Only Public Input Data
The CIMalgo policy is that all corporate, stock and market input data for all Robust Models only comes from the Stock-Exchanges, or via recognized and specified intermediary information vendors and directly or indirectly from the listed corporations financial reports. All of this Robust Model input data is public information, fully available to the market, and shall never be altered by any CIMalgo staff, for any reason.
Only Method-based Output
The CIMalgo Robust Model outputs in terms of equity portfolios, with selection and reallocation of constituents, is singularly quantitative and automatic. The policy is that models never are changed or altered in any way by CIMalgo’s Robust Model Administration and staff. The product output is solely based upon the methodologies applied and coded algorithms used in the Robust Models.
Pro Rata Allocations
The CIMalgo Robust Models are never capitalized representations of domestic markets or international sets of Stock-Exchange marketplaces. For CIMalgo, markets are never objectively universal, but always subjectively segmented and, most importantly, defined markets are only conditional exposures to reach financial objectives.

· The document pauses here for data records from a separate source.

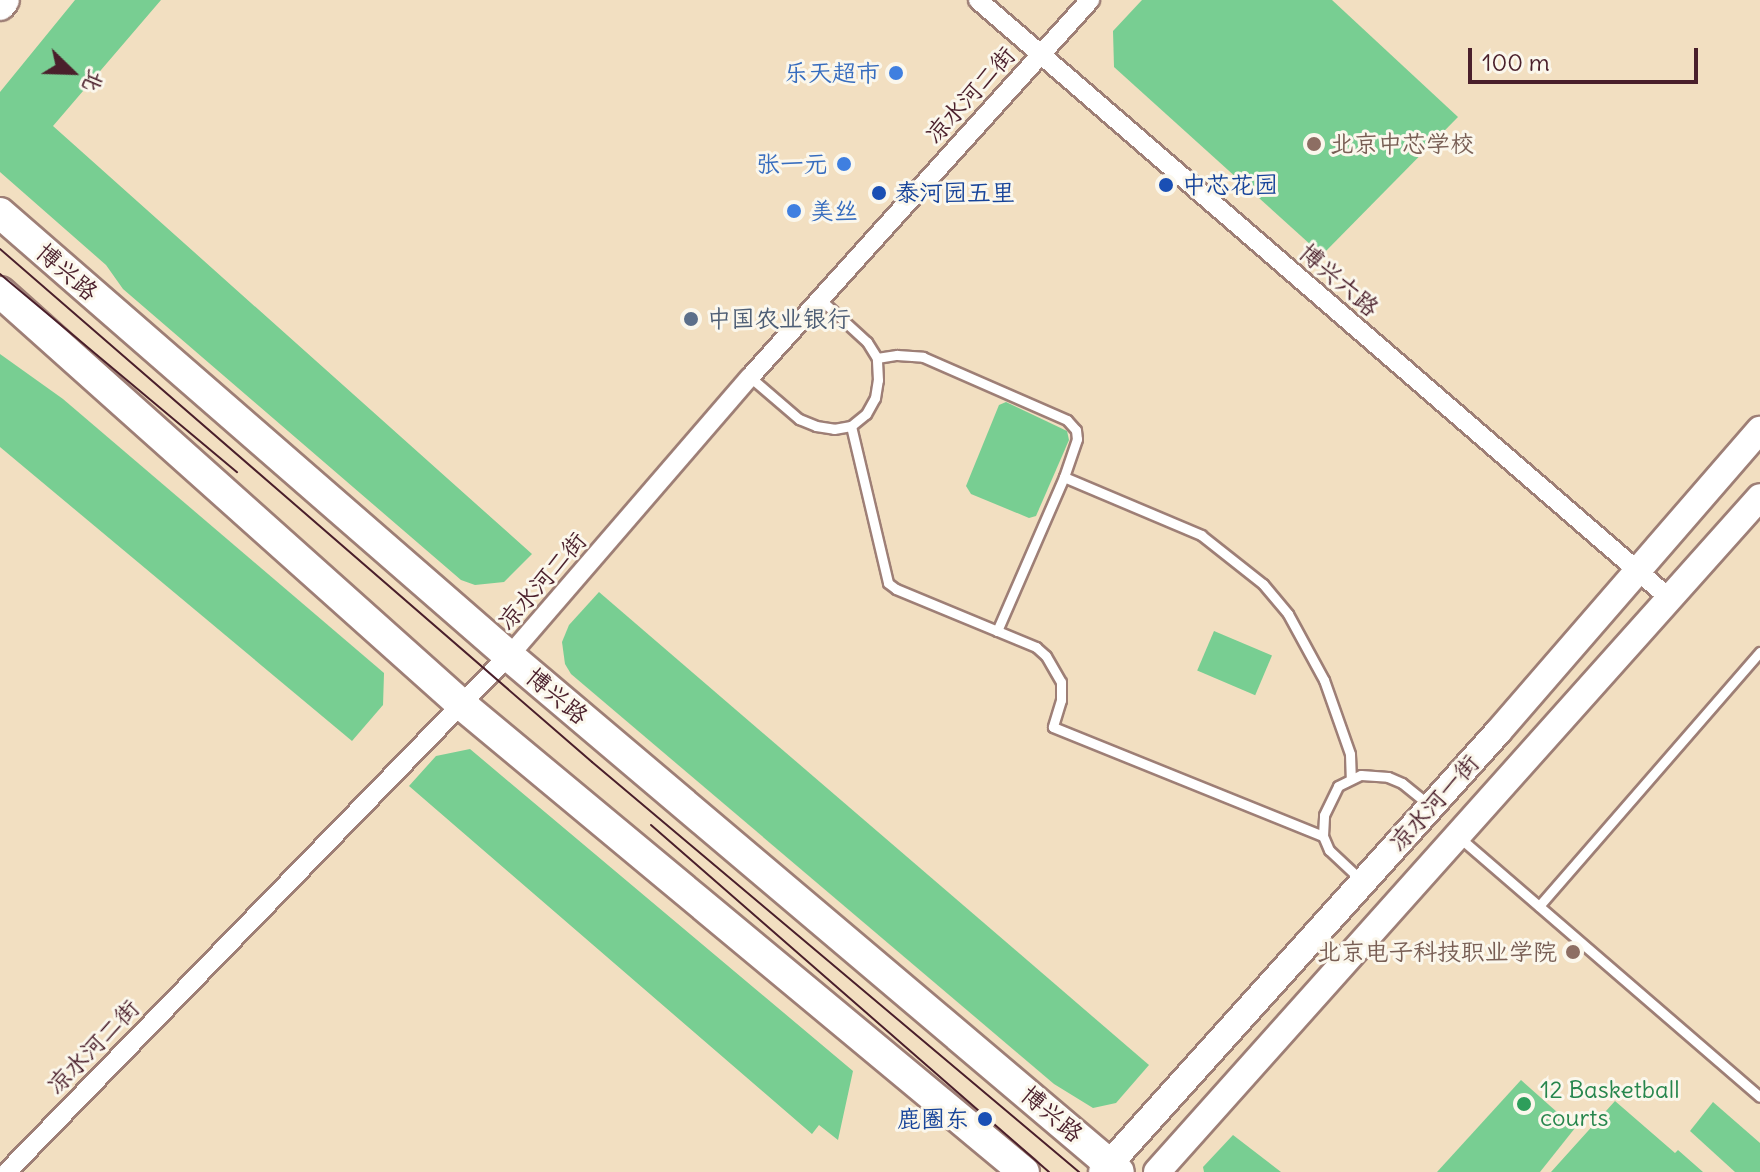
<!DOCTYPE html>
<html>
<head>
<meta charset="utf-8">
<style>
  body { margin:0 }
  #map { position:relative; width:1760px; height:1172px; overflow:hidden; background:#f2dfc1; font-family:Delius,"LXGW WenKai TC",sans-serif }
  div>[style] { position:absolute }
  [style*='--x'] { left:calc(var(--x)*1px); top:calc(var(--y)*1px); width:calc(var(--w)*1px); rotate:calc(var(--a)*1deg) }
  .green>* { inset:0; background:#78ce92; transform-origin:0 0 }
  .roads { filter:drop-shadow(2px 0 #9e7f76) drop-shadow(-2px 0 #9e7f76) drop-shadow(0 2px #9e7f76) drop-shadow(0 -2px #9e7f76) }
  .service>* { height:9px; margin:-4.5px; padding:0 4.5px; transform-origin:4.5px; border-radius:4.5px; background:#fff }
  .minor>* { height:18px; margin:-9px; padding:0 9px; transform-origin:9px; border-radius:9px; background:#fff }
  .secondary>* { height:26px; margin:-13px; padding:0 13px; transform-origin:13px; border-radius:13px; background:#fff }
  .primary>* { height:30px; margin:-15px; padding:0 15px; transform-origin:15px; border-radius:15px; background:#fff }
  .tram>* { height:2px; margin:-1px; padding:0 1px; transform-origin:1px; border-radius:1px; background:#4a1f2b }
  .dots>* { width:22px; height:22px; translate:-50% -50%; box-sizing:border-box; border:4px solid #fbf7ec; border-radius:50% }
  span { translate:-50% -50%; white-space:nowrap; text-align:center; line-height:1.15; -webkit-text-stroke:6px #fbf7ec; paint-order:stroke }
  .shop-label { font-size:24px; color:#366cbe }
  .right { translate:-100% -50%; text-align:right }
  .left { translate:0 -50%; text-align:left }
  .street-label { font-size:24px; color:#4a1f2b }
  .education-label { font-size:24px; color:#785e54 }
  .transit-label { font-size:24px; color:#164399 }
  .service-label { font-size:24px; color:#4e5e75 }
  .leisure-label { font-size:24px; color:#27864d }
  .north { position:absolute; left:32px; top:32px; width:80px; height:80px; -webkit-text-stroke:6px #fbf7ec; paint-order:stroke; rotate:113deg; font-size:22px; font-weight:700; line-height:32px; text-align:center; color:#4a1f2b }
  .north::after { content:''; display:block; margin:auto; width:28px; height:36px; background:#4a1f2b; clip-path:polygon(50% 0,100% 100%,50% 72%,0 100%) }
  .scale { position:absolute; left:1468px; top:48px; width:230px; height:36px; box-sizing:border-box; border:4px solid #4a1f2b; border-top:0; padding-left:10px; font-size:24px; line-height:28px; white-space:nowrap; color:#4a1f2b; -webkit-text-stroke:6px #fbf7ec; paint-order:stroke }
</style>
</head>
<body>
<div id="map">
  <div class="green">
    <div style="clip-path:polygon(75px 0,161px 0,53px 126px,532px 554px,504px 582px,475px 585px,461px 580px,123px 289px,106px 265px,0 172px,0 92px)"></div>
    <div style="clip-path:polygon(1142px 0,1332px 0,1458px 117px,1322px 255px,1114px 67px,1113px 31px)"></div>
    <div style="clip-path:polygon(0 354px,63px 399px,384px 673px,383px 705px,352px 741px,0 447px)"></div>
    <div style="clip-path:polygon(1006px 402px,1067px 431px,1069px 440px,1036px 516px,1029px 518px,971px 494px,966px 486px,999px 405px)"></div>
    <div style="clip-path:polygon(599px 592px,1149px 1065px,1116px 1103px,1093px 1108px,1054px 1084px,571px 674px,565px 664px,562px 642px,569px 625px)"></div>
    <div style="left:1214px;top:631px;width:63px;height:43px;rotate:23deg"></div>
    <div style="clip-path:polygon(470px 749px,853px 1071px,838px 1140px,819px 1125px,812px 1134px,409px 786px,436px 756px)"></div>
    <div style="clip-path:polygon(1521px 1080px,1575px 1128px,1540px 1172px,1437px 1172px)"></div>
    <div style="clip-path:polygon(1615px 1101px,1675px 1153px,1678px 1150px,1703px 1172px,1551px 1172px)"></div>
    <div style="clip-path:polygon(1713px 1102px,1760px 1143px,1760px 1172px,1735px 1172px,1690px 1131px)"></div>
    <div style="clip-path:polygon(1233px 1135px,1281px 1172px,1204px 1172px,1203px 1167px)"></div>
  </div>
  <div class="roads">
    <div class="service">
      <div style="--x:877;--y:358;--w:20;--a:-9"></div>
      <div style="--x:897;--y:355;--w:26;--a:4"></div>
      <div style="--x:923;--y:357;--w:157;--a:23.6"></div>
      <div style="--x:1067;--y:420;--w:13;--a:48"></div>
      <div style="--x:1076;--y:430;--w:9;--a:84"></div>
      <div style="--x:1077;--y:439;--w:40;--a:108.9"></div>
      <div style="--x:1064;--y:477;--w:149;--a:22.9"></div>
      <div style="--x:1201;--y:535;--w:79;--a:38.3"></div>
      <div style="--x:1263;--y:584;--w:39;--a:50"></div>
      <div style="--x:1288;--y:614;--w:75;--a:61.4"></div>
      <div style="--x:1324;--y:680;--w:78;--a:70.6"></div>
      <div style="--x:1350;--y:754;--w:23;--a:88"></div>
      <div style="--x:750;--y:377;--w:65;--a:40.6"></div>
      <div style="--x:799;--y:419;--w:18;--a:22"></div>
      <div style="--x:816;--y:426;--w:18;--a:9"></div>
      <div style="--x:834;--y:429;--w:17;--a:-10"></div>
      <div style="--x:851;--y:426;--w:19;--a:-39"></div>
      <div style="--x:866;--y:414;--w:18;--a:-61"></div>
      <div style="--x:875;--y:398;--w:18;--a:-81"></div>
      <div style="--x:878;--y:380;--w:22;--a:-93"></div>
      <div style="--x:877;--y:358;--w:19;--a:-122"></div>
      <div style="--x:867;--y:342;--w:64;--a:-137.5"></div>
      <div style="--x:851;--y:426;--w:161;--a:76.7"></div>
      <div style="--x:888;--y:583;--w:10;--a:37"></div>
      <div style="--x:896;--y:589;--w:152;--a:22.5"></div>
      <div style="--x:1036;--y:647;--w:13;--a:42"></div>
      <div style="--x:1046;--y:656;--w:30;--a:60"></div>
      <div style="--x:1061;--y:682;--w:18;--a:90"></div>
      <div style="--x:1061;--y:700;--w:28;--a:107"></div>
      <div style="--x:1053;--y:727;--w:291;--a:22"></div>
      <div style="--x:997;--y:631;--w:168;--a:-66.5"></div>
      <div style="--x:1460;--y:838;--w:396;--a:40.8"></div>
      <div style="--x:1360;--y:879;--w:42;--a:-136.9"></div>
      <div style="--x:1329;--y:850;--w:15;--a:-113"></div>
      <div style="--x:1323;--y:836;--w:21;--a:-87"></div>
      <div style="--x:1324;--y:815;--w:32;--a:-64"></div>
      <div style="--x:1338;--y:786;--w:25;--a:-26"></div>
      <div style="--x:1361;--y:775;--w:27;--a:4"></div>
      <div style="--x:1388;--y:777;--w:15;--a:23"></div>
      <div style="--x:1402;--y:783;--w:33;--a:39"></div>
      <div style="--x:1539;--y:906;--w:337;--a:-49"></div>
    </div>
    <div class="minor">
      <div style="--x:978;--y:0;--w:914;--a:40.87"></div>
      <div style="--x:7;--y:1172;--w:729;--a:-45.83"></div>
      <div style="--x:515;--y:649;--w:359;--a:-49.2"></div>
      <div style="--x:750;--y:377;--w:508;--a:-47.95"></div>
    </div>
    <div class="secondary">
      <div style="--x:1102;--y:1172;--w:592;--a:-48.01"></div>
      <div style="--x:1498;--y:732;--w:400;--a:-49.1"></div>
      <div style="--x:1157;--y:1172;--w:905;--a:-48.22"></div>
    </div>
    <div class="primary">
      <div style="--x:0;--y:5;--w:6;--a:-51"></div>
      <div style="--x:0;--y:213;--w:673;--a:41.03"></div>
      <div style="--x:508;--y:655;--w:800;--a:40.24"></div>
      <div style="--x:0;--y:292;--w:618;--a:41.79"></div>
      <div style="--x:461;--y:704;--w:732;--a:39.74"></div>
    </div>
  </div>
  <div class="tram">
    <div style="--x:0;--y:249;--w:783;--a:40.91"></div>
    <div style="--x:592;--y:762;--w:637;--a:40.09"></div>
    <div style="--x:0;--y:274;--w:309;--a:39.9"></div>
    <div style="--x:651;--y:825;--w:528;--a:41.08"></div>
  </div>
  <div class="dots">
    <div style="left:896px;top:73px;background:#3f7fe0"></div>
    <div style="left:1314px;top:144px;background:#8d6e63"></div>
    <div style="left:844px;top:164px;background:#3f7fe0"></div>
    <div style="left:1166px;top:185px;background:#1a4fb4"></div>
    <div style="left:879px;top:193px;background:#1a4fb4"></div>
    <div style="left:794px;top:211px;background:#3f7fe0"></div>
    <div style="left:691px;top:319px;background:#5c6f8a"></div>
    <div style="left:1573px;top:952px;background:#8d6e63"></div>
    <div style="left:1524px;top:1104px;background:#2e9e5b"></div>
    <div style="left:985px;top:1119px;background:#1a4fb4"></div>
  </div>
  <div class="shop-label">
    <span class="right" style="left:880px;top:73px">乐天超市</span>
    <span class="right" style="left:828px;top:164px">张一元</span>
    <span class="left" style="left:810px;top:211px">美丝</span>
  </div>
  <div class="street-label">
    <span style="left:970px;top:95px;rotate:-48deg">凉水河二街</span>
    <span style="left:67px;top:272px;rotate:41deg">博兴路</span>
    <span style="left:1339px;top:280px;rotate:41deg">博兴六路</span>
    <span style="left:542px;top:581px;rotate:-49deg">凉水河二街</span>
    <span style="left:557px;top:696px;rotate:40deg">博兴路</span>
    <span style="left:1434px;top:803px;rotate:-48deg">凉水河一街</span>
    <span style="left:93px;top:1047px;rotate:-46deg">凉水河二街</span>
    <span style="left:1052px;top:1114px;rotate:40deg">博兴路</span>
  </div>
  <div class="education-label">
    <span class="left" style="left:1330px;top:144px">北京中芯学校</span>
    <span class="right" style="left:1557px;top:952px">北京电子科技职业学院</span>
  </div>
  <div class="transit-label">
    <span class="left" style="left:1182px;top:185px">中芯花园</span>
    <span class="left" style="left:895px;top:193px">泰河园五里</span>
    <span class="right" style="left:969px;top:1119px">鹿圈东</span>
  </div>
  <div class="service-label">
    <span class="left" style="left:707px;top:319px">中国农业银行</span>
  </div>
  <div class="leisure-label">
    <span class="left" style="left:1540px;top:1104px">12 Basketball<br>courts</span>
  </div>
  <div class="north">北</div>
  <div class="scale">100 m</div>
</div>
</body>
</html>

The start-up allocation and reallocation policy of the CIMalgo Robust Models is the pro rata principle of equal share for all selected model-constituents, within by concept defined portfolios and within by context defined markets.
Universes and Benchmarks
Company domicile is a critical component for defining the universes of all CIMalgo models. The policy for Robust Models, though, is that all listed companies at the respective Stock-Exchanges is included in the universes and benchmarks. Domicile is never an issue in Robust Models.
CIMalgo Robust Models strive to minimize the number of policy deviations against their defined benchmarks, which always is a leading global market capitalization allocated Beta-index. Hereby, the key sources of Alpha is more specified and transparent for the user of the Robust Model. The policy is to have the same number of stocks in the selected model portfolio as the benchmark. Moreover, the policy is to use the same dates and number of days per year for reallocation as the benchmark.